• Exercise goal: Without skipping any entry, transcribe the data word for word.

The data Block Start

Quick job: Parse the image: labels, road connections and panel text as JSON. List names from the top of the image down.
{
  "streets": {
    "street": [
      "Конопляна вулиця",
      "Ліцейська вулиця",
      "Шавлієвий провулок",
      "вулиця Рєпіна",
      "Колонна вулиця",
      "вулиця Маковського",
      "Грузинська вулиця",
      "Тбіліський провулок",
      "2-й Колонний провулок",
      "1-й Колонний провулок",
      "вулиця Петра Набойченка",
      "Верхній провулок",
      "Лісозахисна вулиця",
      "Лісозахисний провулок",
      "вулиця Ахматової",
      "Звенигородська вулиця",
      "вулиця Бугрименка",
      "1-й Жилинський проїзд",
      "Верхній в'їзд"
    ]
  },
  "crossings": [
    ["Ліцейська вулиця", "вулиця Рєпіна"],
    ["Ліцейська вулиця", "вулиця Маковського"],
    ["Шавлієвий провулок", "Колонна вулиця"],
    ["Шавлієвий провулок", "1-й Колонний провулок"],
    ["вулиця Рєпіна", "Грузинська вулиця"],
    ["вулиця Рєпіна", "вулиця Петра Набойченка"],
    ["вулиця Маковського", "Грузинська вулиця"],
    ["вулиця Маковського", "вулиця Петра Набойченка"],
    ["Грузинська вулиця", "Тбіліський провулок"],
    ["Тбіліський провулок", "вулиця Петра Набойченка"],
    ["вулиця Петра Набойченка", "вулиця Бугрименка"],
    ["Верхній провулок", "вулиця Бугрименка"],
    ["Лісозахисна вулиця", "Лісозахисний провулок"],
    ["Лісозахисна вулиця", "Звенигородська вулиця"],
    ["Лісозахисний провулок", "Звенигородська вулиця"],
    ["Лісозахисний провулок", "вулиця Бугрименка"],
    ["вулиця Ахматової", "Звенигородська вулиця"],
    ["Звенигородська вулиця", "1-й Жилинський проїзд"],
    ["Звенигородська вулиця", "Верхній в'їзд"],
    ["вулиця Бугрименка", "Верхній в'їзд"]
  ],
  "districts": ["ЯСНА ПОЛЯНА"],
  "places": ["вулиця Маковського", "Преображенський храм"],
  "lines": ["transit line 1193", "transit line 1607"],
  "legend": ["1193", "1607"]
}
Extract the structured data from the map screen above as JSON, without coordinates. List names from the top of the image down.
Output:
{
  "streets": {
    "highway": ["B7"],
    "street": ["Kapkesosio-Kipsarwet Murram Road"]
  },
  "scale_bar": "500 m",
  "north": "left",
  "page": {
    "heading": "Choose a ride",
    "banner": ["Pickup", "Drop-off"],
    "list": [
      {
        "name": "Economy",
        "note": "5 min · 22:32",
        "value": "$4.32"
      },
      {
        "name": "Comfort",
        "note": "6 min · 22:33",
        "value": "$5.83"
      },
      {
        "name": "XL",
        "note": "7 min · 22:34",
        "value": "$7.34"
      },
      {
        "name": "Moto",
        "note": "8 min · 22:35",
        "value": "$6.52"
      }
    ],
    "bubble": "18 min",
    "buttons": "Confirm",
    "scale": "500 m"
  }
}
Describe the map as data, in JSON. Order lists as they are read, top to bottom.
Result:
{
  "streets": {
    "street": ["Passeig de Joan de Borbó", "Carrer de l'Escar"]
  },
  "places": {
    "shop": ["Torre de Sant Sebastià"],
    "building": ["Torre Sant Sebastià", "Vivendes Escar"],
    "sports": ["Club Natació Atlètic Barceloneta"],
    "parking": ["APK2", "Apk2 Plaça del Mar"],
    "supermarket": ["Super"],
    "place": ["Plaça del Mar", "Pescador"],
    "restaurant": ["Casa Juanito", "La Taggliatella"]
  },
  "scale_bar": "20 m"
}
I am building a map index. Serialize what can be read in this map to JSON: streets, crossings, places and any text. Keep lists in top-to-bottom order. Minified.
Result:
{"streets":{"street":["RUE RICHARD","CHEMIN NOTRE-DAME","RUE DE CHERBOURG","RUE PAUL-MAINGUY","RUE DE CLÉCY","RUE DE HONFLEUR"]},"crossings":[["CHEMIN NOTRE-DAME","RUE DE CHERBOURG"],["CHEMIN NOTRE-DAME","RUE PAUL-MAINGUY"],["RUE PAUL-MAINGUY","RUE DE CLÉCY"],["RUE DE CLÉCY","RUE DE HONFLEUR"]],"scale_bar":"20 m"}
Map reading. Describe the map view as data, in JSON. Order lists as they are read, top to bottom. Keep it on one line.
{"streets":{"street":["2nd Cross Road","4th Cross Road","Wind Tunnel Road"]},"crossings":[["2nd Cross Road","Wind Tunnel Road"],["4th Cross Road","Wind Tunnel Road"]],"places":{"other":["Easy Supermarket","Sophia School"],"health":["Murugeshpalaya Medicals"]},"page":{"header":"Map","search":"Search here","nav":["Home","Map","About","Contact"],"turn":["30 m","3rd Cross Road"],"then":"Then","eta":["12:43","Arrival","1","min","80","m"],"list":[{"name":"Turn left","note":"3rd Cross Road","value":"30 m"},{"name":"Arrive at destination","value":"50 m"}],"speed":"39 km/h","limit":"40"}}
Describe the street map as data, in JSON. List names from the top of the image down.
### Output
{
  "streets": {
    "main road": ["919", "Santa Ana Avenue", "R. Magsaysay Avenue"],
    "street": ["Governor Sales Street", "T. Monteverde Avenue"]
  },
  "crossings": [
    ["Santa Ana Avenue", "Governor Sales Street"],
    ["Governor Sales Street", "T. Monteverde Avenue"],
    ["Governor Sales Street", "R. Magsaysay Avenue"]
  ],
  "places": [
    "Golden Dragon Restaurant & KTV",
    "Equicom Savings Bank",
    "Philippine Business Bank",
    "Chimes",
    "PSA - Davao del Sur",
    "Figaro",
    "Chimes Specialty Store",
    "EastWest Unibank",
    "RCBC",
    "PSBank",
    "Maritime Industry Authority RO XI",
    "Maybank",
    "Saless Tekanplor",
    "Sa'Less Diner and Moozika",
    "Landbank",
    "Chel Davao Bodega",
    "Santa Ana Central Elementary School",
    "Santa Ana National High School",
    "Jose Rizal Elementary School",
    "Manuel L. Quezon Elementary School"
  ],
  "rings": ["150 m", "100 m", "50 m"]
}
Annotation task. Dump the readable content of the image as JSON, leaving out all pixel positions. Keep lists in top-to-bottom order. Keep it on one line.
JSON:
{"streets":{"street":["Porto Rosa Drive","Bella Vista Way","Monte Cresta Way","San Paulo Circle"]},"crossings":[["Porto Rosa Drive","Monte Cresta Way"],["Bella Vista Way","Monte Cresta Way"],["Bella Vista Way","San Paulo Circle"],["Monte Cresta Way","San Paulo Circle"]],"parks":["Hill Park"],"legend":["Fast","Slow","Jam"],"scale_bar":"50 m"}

The data Block End

• Answer to the problem:
Quick job: Parse the image: labels, road connections and panel text as JSON. List names from the top of the image down.
{
  "streets": {
    "street": [
      "Конопляна вулиця",
      "Ліцейська вулиця",
      "Шавлієвий провулок",
      "вулиця Рєпіна",
      "Колонна вулиця",
      "вулиця Маковського",
      "Грузинська вулиця",
      "Тбіліський провулок",
      "2-й Колонний провулок",
      "1-й Колонний провулок",
      "вулиця Петра Набойченка",
      "Верхній провулок",
      "Лісозахисна вулиця",
      "Лісозахисний провулок",
      "вулиця Ахматової",
      "Звенигородська вулиця",
      "вулиця Бугрименка",
      "1-й Жилинський проїзд",
      "Верхній в'їзд"
    ]
  },
  "crossings": [
    ["Ліцейська вулиця", "вулиця Рєпіна"],
    ["Ліцейська вулиця", "вулиця Маковського"],
    ["Шавлієвий провулок", "Колонна вулиця"],
    ["Шавлієвий провулок", "1-й Колонний провулок"],
    ["вулиця Рєпіна", "Грузинська вулиця"],
    ["вулиця Рєпіна", "вулиця Петра Набойченка"],
    ["вулиця Маковського", "Грузинська вулиця"],
    ["вулиця Маковського", "вулиця Петра Набойченка"],
    ["Грузинська вулиця", "Тбіліський провулок"],
    ["Тбіліський провулок", "вулиця Петра Набойченка"],
    ["вулиця Петра Набойченка", "вулиця Бугрименка"],
    ["Верхній провулок", "вулиця Бугрименка"],
    ["Лісозахисна вулиця", "Лісозахисний провулок"],
    ["Лісозахисна вулиця", "Звенигородська вулиця"],
    ["Лісозахисний провулок", "Звенигородська вулиця"],
    ["Лісозахисний провулок", "вулиця Бугрименка"],
    ["вулиця Ахматової", "Звенигородська вулиця"],
    ["Звенигородська вулиця", "1-й Жилинський проїзд"],
    ["Звенигородська вулиця", "Верхній в'їзд"],
    ["вулиця Бугрименка", "Верхній в'їзд"]
  ],
  "districts": ["ЯСНА ПОЛЯНА"],
  "places": ["вулиця Маковського", "Преображенський храм"],
  "lines": ["transit line 1193", "transit line 1607"],
  "legend": ["1193", "1607"]
}
Extract the structured data from the map screen above as JSON, without coordinates. List names from the top of the image down.
Output:
{
  "streets": {
    "highway": ["B7"],
    "street": ["Kapkesosio-Kipsarwet Murram Road"]
  },
  "scale_bar": "500 m",
  "north": "left",
  "page": {
    "heading": "Choose a ride",
    "banner": ["Pickup", "Drop-off"],
    "list": [
      {
        "name": "Economy",
        "note": "5 min · 22:32",
        "value": "$4.32"
      },
      {
        "name": "Comfort",
        "note": "6 min · 22:33",
        "value": "$5.83"
      },
      {
        "name": "XL",
        "note": "7 min · 22:34",
        "value": "$7.34"
      },
      {
        "name": "Moto",
        "note": "8 min · 22:35",
        "value": "$6.52"
      }
    ],
    "bubble": "18 min",
    "buttons": "Confirm",
    "scale": "500 m"
  }
}
Describe the map as data, in JSON. Order lists as they are read, top to bottom.
Result:
{
  "streets": {
    "street": ["Passeig de Joan de Borbó", "Carrer de l'Escar"]
  },
  "places": {
    "shop": ["Torre de Sant Sebastià"],
    "building": ["Torre Sant Sebastià", "Vivendes Escar"],
    "sports": ["Club Natació Atlètic Barceloneta"],
    "parking": ["APK2", "Apk2 Plaça del Mar"],
    "supermarket": ["Super"],
    "place": ["Plaça del Mar", "Pescador"],
    "restaurant": ["Casa Juanito", "La Taggliatella"]
  },
  "scale_bar": "20 m"
}
I am building a map index. Serialize what can be read in this map to JSON: streets, crossings, places and any text. Keep lists in top-to-bottom order. Minified.
Result:
{"streets":{"street":["RUE RICHARD","CHEMIN NOTRE-DAME","RUE DE CHERBOURG","RUE PAUL-MAINGUY","RUE DE CLÉCY","RUE DE HONFLEUR"]},"crossings":[["CHEMIN NOTRE-DAME","RUE DE CHERBOURG"],["CHEMIN NOTRE-DAME","RUE PAUL-MAINGUY"],["RUE PAUL-MAINGUY","RUE DE CLÉCY"],["RUE DE CLÉCY","RUE DE HONFLEUR"]],"scale_bar":"20 m"}
Map reading. Describe the map view as data, in JSON. Order lists as they are read, top to bottom. Keep it on one line.
{"streets":{"street":["2nd Cross Road","4th Cross Road","Wind Tunnel Road"]},"crossings":[["2nd Cross Road","Wind Tunnel Road"],["4th Cross Road","Wind Tunnel Road"]],"places":{"other":["Easy Supermarket","Sophia School"],"health":["Murugeshpalaya Medicals"]},"page":{"header":"Map","search":"Search here","nav":["Home","Map","About","Contact"],"turn":["30 m","3rd Cross Road"],"then":"Then","eta":["12:43","Arrival","1","min","80","m"],"list":[{"name":"Turn left","note":"3rd Cross Road","value":"30 m"},{"name":"Arrive at destination","value":"50 m"}],"speed":"39 km/h","limit":"40"}}
Describe the street map as data, in JSON. List names from the top of the image down.
### Output
{
  "streets": {
    "main road": ["919", "Santa Ana Avenue", "R. Magsaysay Avenue"],
    "street": ["Governor Sales Street", "T. Monteverde Avenue"]
  },
  "crossings": [
    ["Santa Ana Avenue", "Governor Sales Street"],
    ["Governor Sales Street", "T. Monteverde Avenue"],
    ["Governor Sales Street", "R. Magsaysay Avenue"]
  ],
  "places": [
    "Golden Dragon Restaurant & KTV",
    "Equicom Savings Bank",
    "Philippine Business Bank",
    "Chimes",
    "PSA - Davao del Sur",
    "Figaro",
    "Chimes Specialty Store",
    "EastWest Unibank",
    "RCBC",
    "PSBank",
    "Maritime Industry Authority RO XI",
    "Maybank",
    "Saless Tekanplor",
    "Sa'Less Diner and Moozika",
    "Landbank",
    "Chel Davao Bodega",
    "Santa Ana Central Elementary School",
    "Santa Ana National High School",
    "Jose Rizal Elementary School",
    "Manuel L. Quezon Elementary School"
  ],
  "rings": ["150 m", "100 m", "50 m"]
}
Annotation task. Dump the readable content of the image as JSON, leaving out all pixel positions. Keep lists in top-to-bottom order. Keep it on one line.
JSON:
{"streets":{"street":["Porto Rosa Drive","Bella Vista Way","Monte Cresta Way","San Paulo Circle"]},"crossings":[["Porto Rosa Drive","Monte Cresta Way"],["Bella Vista Way","Monte Cresta Way"],["Bella Vista Way","San Paulo Circle"],["Monte Cresta Way","San Paulo Circle"]],"parks":["Hill Park"],"legend":["Fast","Slow","Jam"],"scale_bar":"50 m"}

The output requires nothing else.